Add max-stack option to reassemble array predictions #99

calum-chamberlain · 2022-06-14T00:43:10Z

Possible enhancement/discussion point

Currently prediction time-series from overlapping windows are combined into one prediction time-series spanning the entire stream fed to the model. To combine these overlapping windows the average of these windows is taken.
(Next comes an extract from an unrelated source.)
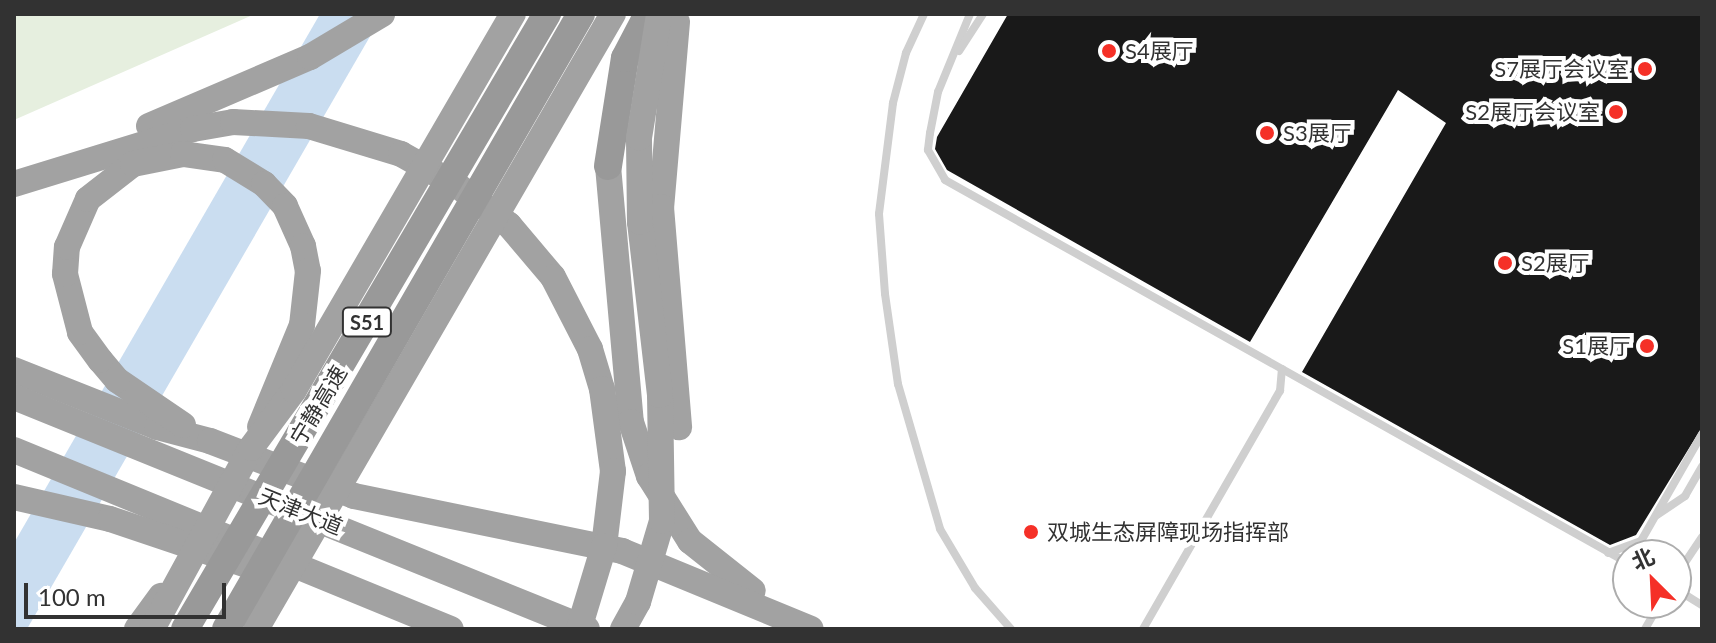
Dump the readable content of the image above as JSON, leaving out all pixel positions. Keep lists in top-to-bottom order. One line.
{"streets":{"highway":["S51","宁静高速","天津大道"]},"places":["S4展厅","S7展厅会议室","S2展厅会议室","S3展厅","S2展厅","S1展厅","双城生态屏障现场指挥部"],"scale_bar":"100 m","north":"top left"}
For EQTransformer combining by taking the mean is not ideal as the prediction value depends quite strongly on when the phase occurs within the 60s window used for prediction.

Consider the below case for the same earthquake recorded on site SNZO (and reported in the EQTransformer paper:

from obspy import UTCDateTime
from obspy.clients.fdsn import Client
import numpy as np
import seisbench.models as sbm
import matplotlib.pyplot as plt

def plot_predictions(tr, cft, p_time):
    colors = {"Detection": "green", "P": "red", "S": "blue"}
    fig, ax = plt.subplots()
    ax.plot(tr.times(reftime=p_time), tr.data / np.max(np.abs(tr.data)), color="grey", alpha=0.4, label=tr.id)
    for _tr in cft:
        cft_type = _tr.stats.channel.split('_')[-1]
        color = colors.get(cft_type, 'k')
        ax.plot(_tr.times(reftime=p_time), _tr.data, color=color, label=cft_type)
    ax.legend()
    return fig

p_time = UTCDateTime(2001, 10, 13, 12, 47, 39, 257)
client = Client("IRIS")
st = client.get_waveforms(
    network="IU", station="SNZO", location="10", channel="BH?",
    starttime=p_time - 360, endtime=p_time + 420)
st = st.interpolate(sampling_rate=100.0)

model = sbm.EQTransformer.from_pretrained("original")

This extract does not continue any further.